### Dataset records ###

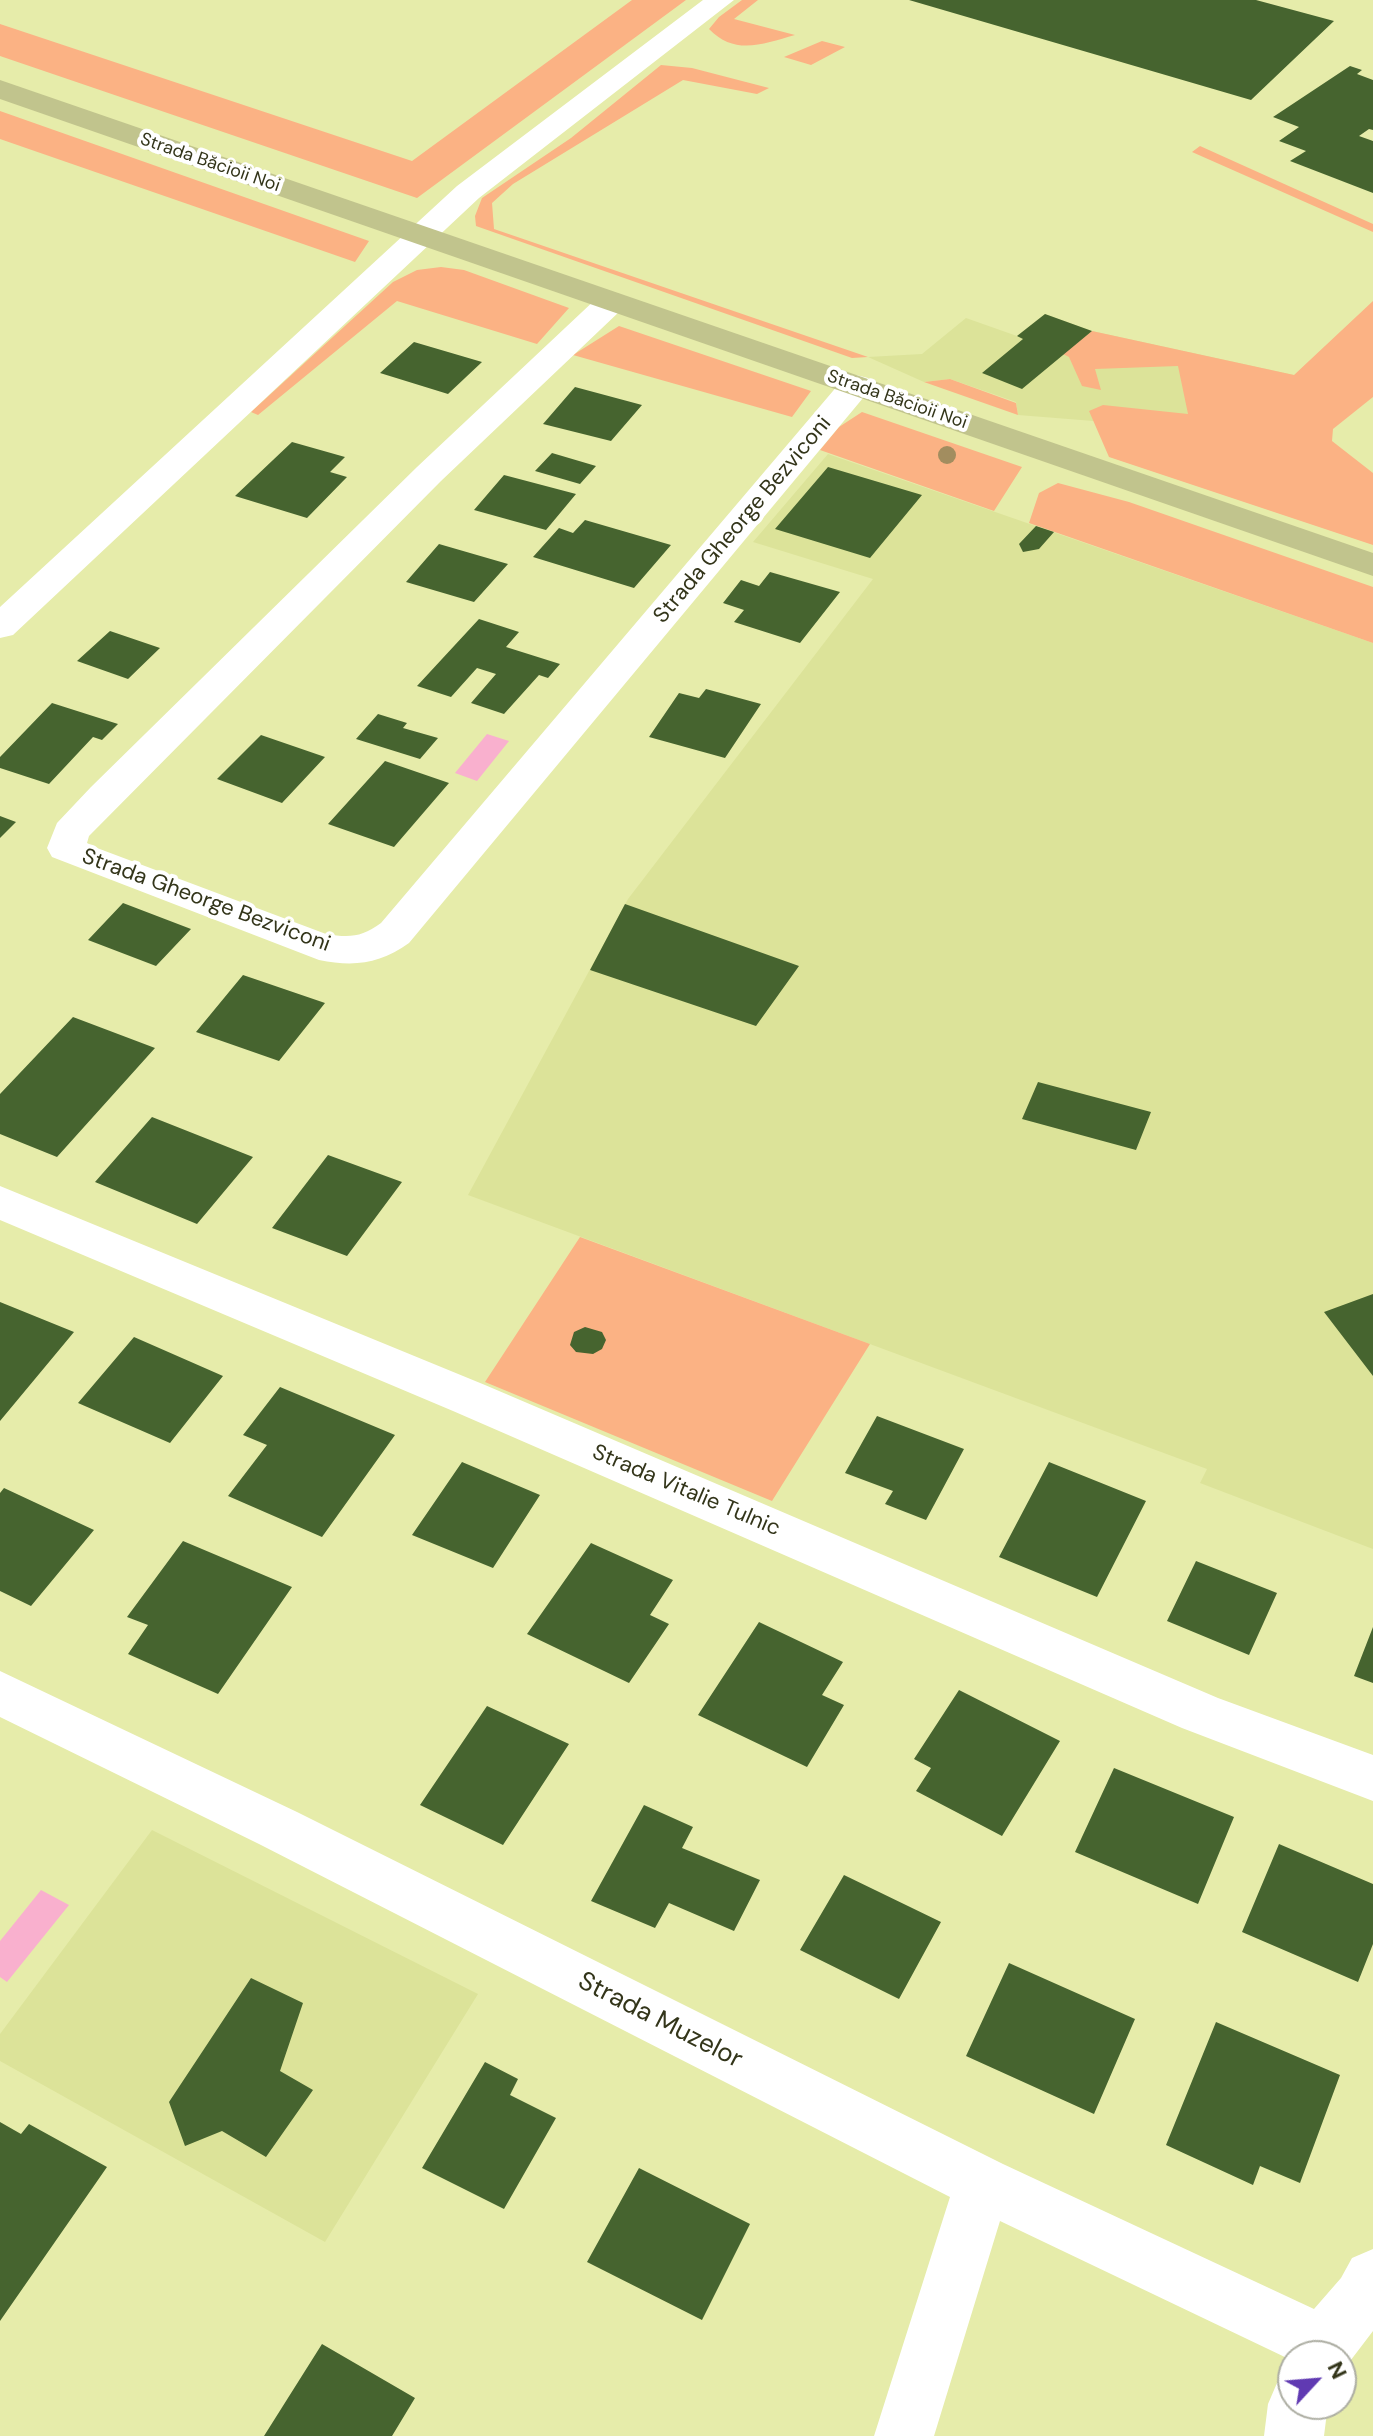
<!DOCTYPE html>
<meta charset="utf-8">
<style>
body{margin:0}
#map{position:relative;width:1373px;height:2436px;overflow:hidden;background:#e6ecaa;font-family:"DM Sans",sans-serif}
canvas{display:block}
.north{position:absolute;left:1277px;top:2340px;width:80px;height:80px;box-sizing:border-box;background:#fff;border:2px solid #adaea3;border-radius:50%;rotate:64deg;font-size:22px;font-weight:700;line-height:32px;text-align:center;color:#33351a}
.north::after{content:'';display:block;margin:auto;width:28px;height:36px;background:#603ab2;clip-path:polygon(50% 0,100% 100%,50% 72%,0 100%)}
</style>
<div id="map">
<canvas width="1373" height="2436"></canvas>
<div class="north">N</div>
</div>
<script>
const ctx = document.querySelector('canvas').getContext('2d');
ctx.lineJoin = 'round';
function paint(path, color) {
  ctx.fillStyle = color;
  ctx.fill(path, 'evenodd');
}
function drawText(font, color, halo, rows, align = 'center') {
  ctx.font = font + ' "DM Sans",sans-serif';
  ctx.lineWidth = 8;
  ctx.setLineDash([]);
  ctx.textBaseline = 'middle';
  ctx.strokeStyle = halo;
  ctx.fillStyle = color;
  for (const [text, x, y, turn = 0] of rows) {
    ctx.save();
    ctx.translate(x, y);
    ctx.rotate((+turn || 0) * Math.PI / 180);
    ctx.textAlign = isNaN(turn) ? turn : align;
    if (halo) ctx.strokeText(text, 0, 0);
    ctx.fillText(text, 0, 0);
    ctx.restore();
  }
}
paint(new Path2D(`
 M1045 314 1092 331 1294 375 1232 432 1018 415 1016 402 950 379 924 382 868 357 922 354 966 318 1017 336Z
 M828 454 1373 643V1549L1200 1483 1207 1469 468 1195 628 899 873 579 753 542Z
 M152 1830 478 1994 325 2242 0 2061V2034Z`), '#dce399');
paint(new Path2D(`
 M632 0H686L417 198 0 56V24L412 161Z
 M742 0H758L734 19 795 35C763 44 735 56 709 29L719 17Z
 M822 41 845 47 811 65 784 57Z
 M661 65 692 68 769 88 757 94 683 80 513 184 492 203 494 229 868 357 852 358 476 226 475 216 482 198 571 138Z
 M0 111 369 241 355 262 0 139Z
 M1200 146 1373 224V232L1192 152Z
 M441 267 464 270 569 308 537 344 397 301 258 415 251 412 393 282 417 270Z
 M1373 301V397L1333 429 1332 441 1373 473V545L1109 457 1089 411 1103 405 1188 414 1178 366 1095 369 1101 390 1082 386 1069 357 1063 354 1092 331 1294 375Z
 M619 326 811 391 792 417 573 355Z
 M950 379 1016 403 1018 415 924 382Z
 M862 412 1022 467 994 511 820 450 839 427Z
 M1058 483 1129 502 1373 587V643L1029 523 1039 493Z
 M580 1237 870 1344 772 1501 485 1382Z`), '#fbb284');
paint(new Path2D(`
 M487 734 509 741 477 781 455 773Z
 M41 1890 69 1905 7 1982 0 1977V1941Z`), '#f9b0ce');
paint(new Path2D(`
 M909 0H1256L1334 21 1251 100Z
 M1350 66 1362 70 1357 74 1373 80V130L1369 129 1359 136 1373 141V193L1290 161 1306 151 1279 141 1299 127 1273 117Z
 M1045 314 1092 331 1022 389 982 373 1023 339 1017 336Z
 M414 342 482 362 448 394 380 373Z
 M575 387 642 405 611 441 543 424Z
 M292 442 345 457 330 472 347 477 307 518 235 496Z
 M552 453 596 466 580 484 535 471Z
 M828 467 922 495 870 558 775 529Z
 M504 475 576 494 546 530 474 510Z
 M585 520 671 545 634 588 533 557 559 528 573 533Z
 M1036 526 1054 532 1039 549 1023 552 1019 544Z
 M439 544 508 564 474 602 406 582Z
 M770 572 840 592 800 643 734 622 744 610 723 603 741 580 759 586Z
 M479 619 519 632 506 647 560 664 548 678 539 675 504 714 471 703 496 674 477 668 451 697 417 686Z
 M110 631 160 648 128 679 77 661Z
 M706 689 761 704 725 758 649 737 679 693 699 698Z
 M52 703 118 724 102 740 93 737 49 784 0 768V757Z
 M378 714 407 723 403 728 438 738 420 759 356 739Z
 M261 735 325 757 282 803 217 779Z
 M385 761 449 783 394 847 328 824Z
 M0 816 16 822 0 838Z
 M123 903 191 929 156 966 88 940Z
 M625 904 799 966 756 1026 590 970Z
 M243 975 325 1003 279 1061 196 1032Z
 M73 1017 155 1048 57 1157 0 1134V1094Z
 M1038 1082 1151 1112 1136 1150 1022 1119Z
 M152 1117 253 1157 197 1224 95 1182Z
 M328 1155 402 1182 347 1256 272 1228Z
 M1373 1294V1376L1324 1312Z
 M0 1302 74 1332 0 1421Z
 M585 1327 602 1332 606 1340 602 1349 593 1354 576 1352 570 1345 574 1332Z
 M134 1337 223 1376 170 1443 78 1403Z
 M280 1387 395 1435 322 1537 228 1496 267 1445 243 1435Z
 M877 1416 964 1449 926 1520 885 1504 893 1491 845 1473Z
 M462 1462 540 1495 493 1568 412 1535Z
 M1049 1462 1146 1501 1097 1597 999 1557Z
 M4 1488 94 1530 31 1606 0 1591V1493Z
 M183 1541 292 1587 218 1694 128 1654 148 1625 127 1617Z
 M591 1543 673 1580 650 1615 669 1624 629 1683 527 1634Z
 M1196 1561 1277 1593 1249 1655 1167 1621Z
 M759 1622 843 1662 822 1695 844 1705 807 1767 698 1715Z
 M1373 1627V1683L1354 1676Z
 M959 1690 1060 1741 1002 1836 916 1791 931 1768 914 1759Z
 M487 1706 569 1744 503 1845 420 1805Z
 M1114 1768 1234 1817 1198 1904 1075 1852Z
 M644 1805 693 1827 682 1848 760 1880 734 1931 669 1903 655 1928 591 1901Z
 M1279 1844 1373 1884V1944L1358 1982 1242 1932Z
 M844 1875 941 1922 899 1999 800 1950Z
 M1009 1963 1135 2019 1094 2114 966 2056Z
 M251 1978 303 2003 280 2071 313 2090 266 2157 222 2131 185 2146 169 2102Z
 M1216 2022 1340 2075 1300 2183 1260 2166 1253 2185 1166 2145Z
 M485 2062 518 2079 510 2095 556 2118 504 2209 422 2168Z
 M0 2122 21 2134 29 2124 107 2167 0 2321Z
 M639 2168 750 2224 702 2320 587 2262Z
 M322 2344 415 2398 392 2436H264Z`), '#46642f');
paint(new Path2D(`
 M703 0H734L479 198 13 635 0 638V607L457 186Z
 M609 295 620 297 625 304 620 311 441 481 89 836 87 843 97 848 326 934C350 938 362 937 381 923L844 378 856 375 868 378 872 385 868 392 409 943C380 964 354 967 319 960L52 857 47 848 57 823 91 787 417 467 598 297Z
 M0 1186 485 1385 1218 1698 1373 1755V1801L1182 1728 453 1411 0 1220Z
 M0 1671 297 1812 1003 2164 1314 2309 1341 2278 1352 2258 1373 2249V2331L1341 2373V2356H1293V2368L1289 2359 1000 2221 934 2436H874L950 2197 259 1844 0 1717Z
 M1293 2376V2404H1328L1324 2436H1264L1268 2404 1277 2383Z`), '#fff');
paint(new Path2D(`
 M0 80 1373 553V576L0 99Z`), '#c1c48d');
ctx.fillStyle = '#a28d5f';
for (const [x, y] of [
 [947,455]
]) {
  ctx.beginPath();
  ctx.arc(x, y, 9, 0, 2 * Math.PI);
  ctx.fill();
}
drawText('18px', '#33351a', '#fff', [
 ["Strada Băcioii Noi",210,163,19],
 ["Strada Băcioii Noi",897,400,19]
]);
drawText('22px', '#33351a', '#fff', [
 ["Strada Gheorge Bezviconi",743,520,-50],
 ["Strada Gheorge Bezviconi",206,901,20],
 ["Strada Vitalie Tulnic",686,1491,23]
]);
drawText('26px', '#33351a', '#fff', [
 ["Strada Muzelor",660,2021,27]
]);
</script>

###

Work to complete> What lines of the preceding data include the string "align"? Pull them out.

Response to the task>
.north{position:absolute;left:1277px;top:2340px;width:80px;height:80px;box-sizing:border-box;background:#fff;border:2px solid #adaea3;border-radius:50%;rotate:64deg;font-size:22px;font-weight:700;line-height:32px;text-align:center;color:#33351a}
function drawText(font, color, halo, rows, align = 'center') {
    ctx.textAlign = isNaN(turn) ? turn : align;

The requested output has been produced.